Malaysian prelate of the Catholic Church (born 1949)

Datuk Cornelius Piong (born 1 July 1949) is a Malaysian prelate of the Catholic Church. He became Bishop of Keningau in 1993.

== Early and personal life ==
Cornelius was born in Bundu, Kuala Penyu on 1 July 1949 to the late Augustine Piong Senagang (1925 – 1998) and the late Lucia Martinus @ Lucy Kimsin (1927 – 2023).

In 1970, he entered St Francis Xavier's Major Seminary in Singapore and later furthered his studies at College General, Penang in 1972. On 27 March 1977, he was ordained priest in his hometown parish of St Peter the Apostle, Bundu, Kuala Penyu by Bishop Simon Michael Fung Kui Heong. In June 1987, he was appointed as vicar general of the Diocese of Kota Kinabalu (now Archdiocese).

On 17 December 1992, Cornelius received his appointment to be the bishop of the newly created Diocese of Keningau. He was ordained bishop on 6 May 1993 at St Francis Xavier's Cathedral, Keningau by Archbishop Peter Chung Hoan Ting.

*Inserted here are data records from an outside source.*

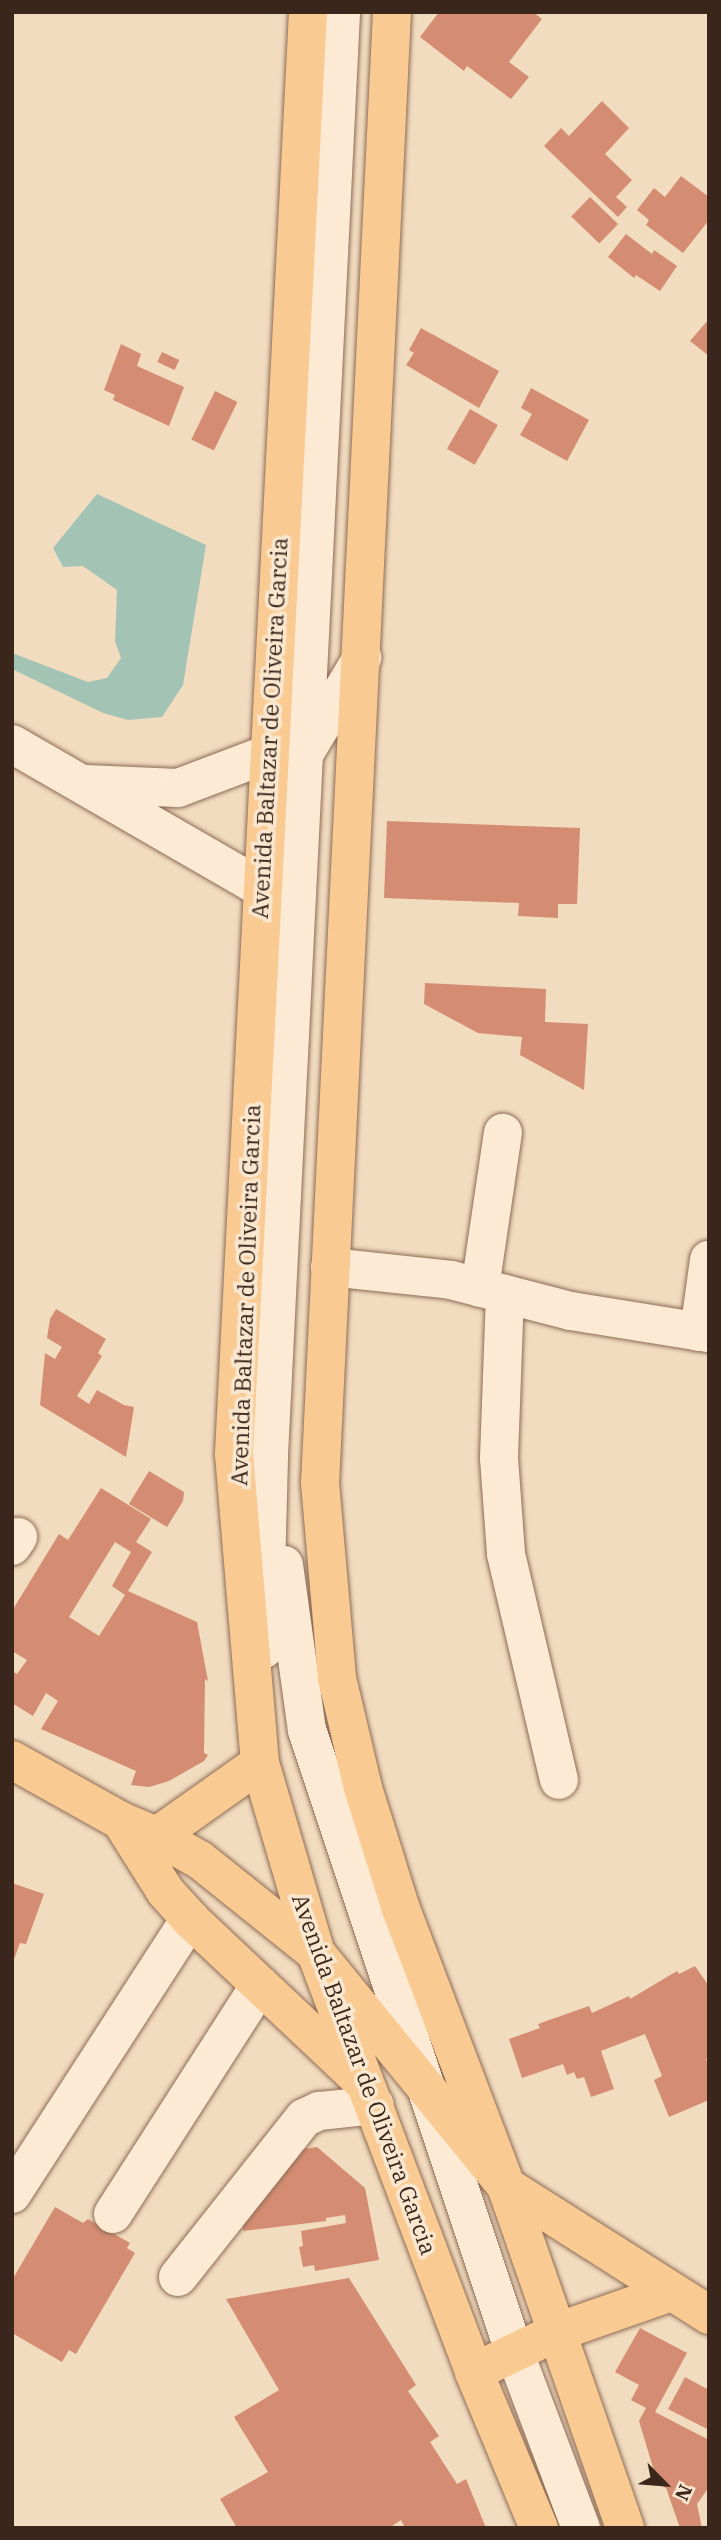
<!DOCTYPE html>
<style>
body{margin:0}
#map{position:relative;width:721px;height:2540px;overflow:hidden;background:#f2dcbf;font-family:"IBM Plex Serif",serif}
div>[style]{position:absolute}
.water>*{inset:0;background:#a3c4b5}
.building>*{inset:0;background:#d48d72;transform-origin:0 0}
.roads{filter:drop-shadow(0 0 2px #8d6b56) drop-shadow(0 0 2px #8d6b56)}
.minor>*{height:38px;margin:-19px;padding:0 19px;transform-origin:19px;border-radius:19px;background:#fcead4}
.major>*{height:38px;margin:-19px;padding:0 19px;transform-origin:19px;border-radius:19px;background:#f9cb93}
span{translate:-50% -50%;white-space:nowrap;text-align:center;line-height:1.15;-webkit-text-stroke:7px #f9e7d0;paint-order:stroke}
.street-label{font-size:23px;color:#3b261c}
.frame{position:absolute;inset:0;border:14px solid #3b261c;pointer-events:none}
.north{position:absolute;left:630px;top:2449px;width:70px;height:70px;-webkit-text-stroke:5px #f9e7d0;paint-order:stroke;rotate:115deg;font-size:19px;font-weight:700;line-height:28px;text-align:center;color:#3b261c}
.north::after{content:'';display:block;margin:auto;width:24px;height:32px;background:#3b261c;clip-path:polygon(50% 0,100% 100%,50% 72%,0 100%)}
</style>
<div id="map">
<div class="water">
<i style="clip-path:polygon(97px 494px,206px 545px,183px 685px,162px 717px,128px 720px,103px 713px,12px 669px,12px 653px,88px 682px,107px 678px,121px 658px,115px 641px,117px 590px,83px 566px,63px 567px,53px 548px)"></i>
</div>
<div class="building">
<i style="clip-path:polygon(439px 12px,533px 12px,542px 19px,509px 62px,529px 77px,511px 99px,467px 66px,464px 71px,420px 37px)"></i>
<i style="clip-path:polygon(602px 101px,629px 128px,605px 154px,632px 180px,616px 197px,627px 207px,618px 217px,544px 146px,561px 128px,569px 136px)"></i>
<i style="clip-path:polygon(681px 176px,709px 197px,709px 220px,683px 253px,646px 225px,649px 220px,637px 210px,654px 188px,665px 197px)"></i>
<i style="left:590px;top:197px;width:39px;height:27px;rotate:44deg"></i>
<i style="clip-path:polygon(626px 234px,652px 254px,654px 250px,677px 266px,660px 291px,636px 275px,634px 278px,608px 257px)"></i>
<i style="clip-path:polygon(709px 319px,709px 356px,690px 341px)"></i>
<i style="clip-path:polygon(421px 328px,499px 371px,479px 408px,406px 365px,414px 353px,409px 350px)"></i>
<i style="clip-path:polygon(121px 344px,141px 354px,137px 366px,184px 387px,169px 426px,113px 400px,115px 395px,104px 390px)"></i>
<i style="left:162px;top:352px;width:19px;height:11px;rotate:25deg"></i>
<i style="clip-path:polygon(531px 388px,589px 420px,567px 461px,520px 435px,532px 414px,521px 408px)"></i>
<i style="left:215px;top:391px;width:25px;height:54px;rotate:26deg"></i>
<i style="left:470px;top:409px;width:32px;height:46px;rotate:30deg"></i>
<i style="clip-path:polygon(387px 821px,580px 828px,577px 904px,558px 904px,558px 918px,518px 916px,519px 903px,384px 898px)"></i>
<i style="clip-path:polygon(425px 983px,546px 989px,545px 1022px,588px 1024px,584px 1090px,520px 1055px,522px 1037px,478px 1033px,424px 1004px)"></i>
<i style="clip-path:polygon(56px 1309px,106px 1339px,98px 1353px,102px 1356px,77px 1396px,89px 1404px,97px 1390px,124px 1405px,134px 1407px,126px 1457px,40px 1405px,45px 1353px,55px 1359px,62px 1347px,47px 1338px,50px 1319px)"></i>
<i style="clip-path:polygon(149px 1471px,184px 1492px,183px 1501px,167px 1527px,129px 1504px)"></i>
<i style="clip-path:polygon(evenodd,101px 1488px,151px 1519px,136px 1542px,152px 1552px,128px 1591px,197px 1622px,208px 1681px,205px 1679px,204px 1753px,208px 1755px,204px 1761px,169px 1781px,149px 1787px,131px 1785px,136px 1771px,41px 1729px,58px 1701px,46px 1693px,33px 1716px,12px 1703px,12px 1671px,17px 1674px,27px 1660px,12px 1651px,12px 1611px,59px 1534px,68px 1540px,101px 1488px,115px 1542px,131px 1552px,112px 1586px,125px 1595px,99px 1636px,69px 1617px,115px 1542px)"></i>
<i style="clip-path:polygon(12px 1883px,44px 1894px,26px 1944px,20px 1943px,13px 1962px)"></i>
<i style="clip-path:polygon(695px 1966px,709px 1986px,709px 2058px,706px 2059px,709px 2067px,709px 2100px,669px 2117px,654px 2080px,662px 2076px,645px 2034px,601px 2051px,614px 2089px,591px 2097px,584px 2077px,577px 2079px,574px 2072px,567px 2075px,563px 2064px,522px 2078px,509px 2039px,540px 2028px,538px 2024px,589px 2006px,592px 2013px,629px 1996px,630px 1999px,677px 1971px,679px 1974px)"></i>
<i style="clip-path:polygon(317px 2147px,365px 2188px,379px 2260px,315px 2271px,314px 2265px,303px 2267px,299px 2247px,303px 2246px,301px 2231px,346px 2223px,345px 2215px,326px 2218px,326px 2221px,243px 2231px,242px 2219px,280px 2153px)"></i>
<i style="clip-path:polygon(55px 2207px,83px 2223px,88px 2219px,130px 2243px,127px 2248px,135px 2253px,76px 2354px,69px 2350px,62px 2362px,12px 2333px,12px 2280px)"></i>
<i style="clip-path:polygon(349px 2278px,416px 2385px,408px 2391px,439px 2436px,430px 2442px,457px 2484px,466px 2479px,486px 2528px,405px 2528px,401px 2520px,389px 2528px,237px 2528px,220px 2499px,268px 2472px,234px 2417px,279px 2390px,226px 2299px)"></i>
<i style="clip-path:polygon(640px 2328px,687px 2353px,655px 2412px,709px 2440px,709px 2487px,697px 2504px,702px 2528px,680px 2528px,666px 2488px,658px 2484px,639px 2421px,646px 2408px,631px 2400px,639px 2385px,615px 2372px)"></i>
<i style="clip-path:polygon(685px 2377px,709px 2390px,709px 2430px,668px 2409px)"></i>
</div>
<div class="roads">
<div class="minor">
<i style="left:12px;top:744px;width:288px;rotate:30deg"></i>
<i style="left:306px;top:751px;width:109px;rotate:-58.9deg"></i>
<i style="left:86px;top:784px;width:92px;rotate:2.5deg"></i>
<i style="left:178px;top:788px;width:96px;rotate:-20.7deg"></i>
<i style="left:330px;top:1267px;width:122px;rotate:6.1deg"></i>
<i style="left:451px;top:1280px;width:124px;rotate:14.5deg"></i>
<i style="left:571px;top:1311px;width:140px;rotate:9.1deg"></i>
<i style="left:480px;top:1288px;width:157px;rotate:-81.6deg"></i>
<i style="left:505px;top:1294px;width:164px;rotate:92.1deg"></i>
<i style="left:499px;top:1458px;width:96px;rotate:85.8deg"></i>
<i style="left:506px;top:1554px;width:232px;rotate:76.8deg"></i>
<i style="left:699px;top:1332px;width:73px;rotate:-82.1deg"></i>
<i style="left:12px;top:1546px;width:11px;rotate:-56deg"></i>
<i style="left:284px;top:1565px;width:167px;rotate:82.1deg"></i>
<i style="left:307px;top:1730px;width:655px;rotate:71.57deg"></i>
<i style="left:514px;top:2351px;width:189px;rotate:69.3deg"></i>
<i style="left:264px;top:1649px;width:194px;rotate:-88.5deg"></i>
<i style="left:269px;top:1455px;width:1445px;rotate:-87.14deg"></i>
<i style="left:12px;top:2194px;width:328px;rotate:-57.1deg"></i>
<i style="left:113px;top:2214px;width:272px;rotate:-57.3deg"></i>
<i style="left:178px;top:2277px;width:203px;rotate:-51.6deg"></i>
<i style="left:304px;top:2118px;width:17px;rotate:-25deg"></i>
<i style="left:319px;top:2111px;width:56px;rotate:-6.1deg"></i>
</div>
<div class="major">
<i style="left:308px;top:12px;width:1444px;rotate:92.94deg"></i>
<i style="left:234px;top:1454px;width:310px;rotate:85.2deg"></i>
<i style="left:260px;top:1763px;width:198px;rotate:73.6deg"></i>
<i style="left:316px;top:1953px;width:448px;rotate:69.3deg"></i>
<i style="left:474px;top:2372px;width:169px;rotate:67.4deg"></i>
<i style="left:392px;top:12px;width:1473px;rotate:92.8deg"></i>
<i style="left:320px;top:1483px;width:196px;rotate:85deg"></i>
<i style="left:337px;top:1678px;width:113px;rotate:76.7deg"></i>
<i style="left:363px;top:1788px;width:127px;rotate:72.6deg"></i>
<i style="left:401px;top:1909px;width:296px;rotate:69.2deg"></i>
<i style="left:506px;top:2186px;width:362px;rotate:70.8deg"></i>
<i style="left:12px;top:1760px;width:125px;rotate:29.2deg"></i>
<i style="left:121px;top:1821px;width:39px;rotate:23deg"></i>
<i style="left:157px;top:1836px;width:49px;rotate:29.2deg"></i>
<i style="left:200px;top:1860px;width:149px;rotate:38.7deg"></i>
<i style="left:316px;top:1953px;width:301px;rotate:50.8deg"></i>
<i style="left:506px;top:2186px;width:241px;rotate:32.4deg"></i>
<i style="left:121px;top:1821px;width:83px;rotate:57.8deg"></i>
<i style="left:165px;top:1891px;width:38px;rotate:48deg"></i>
<i style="left:190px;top:1919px;width:235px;rotate:43.3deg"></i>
<i style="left:157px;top:1836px;width:126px;rotate:-35.3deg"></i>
<i style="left:474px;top:2372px;width:92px;rotate:-25.7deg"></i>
<i style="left:557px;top:2332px;width:121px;rotate:-19.3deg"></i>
</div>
</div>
<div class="street-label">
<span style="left:269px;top:728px;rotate:-87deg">Avenida Baltazar de Oliveira Garcia</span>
<span style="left:245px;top:1295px;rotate:-88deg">Avenida Baltazar de Oliveira Garcia</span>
<span style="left:365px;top:2074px;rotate:70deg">Avenida Baltazar de Oliveira Garcia</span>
</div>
<div class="frame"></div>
<div class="north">N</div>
</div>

Cornelius is the first bumiputera Catholic bishop in Malaysia. He is of Dusun Tatana ethnicity, an indigenous tribe native to the Malaysian state of Sabah from the majority Kadazan-Dusun ethnic group found in his hometown of Kuala Penyu as well as in neighbouring Beaufort district of southern Sabah state.

== Honours ==
Cornelius was the recipient of the Commander of the Order of Kinabalu (P.G.D.K.) award which carries the title "Datuk" from the former Sabah Head of State, the late Tun Sakaran Dandai (1930 – 2021) in 1996, in conjunction with his 66th official birthday celebrations.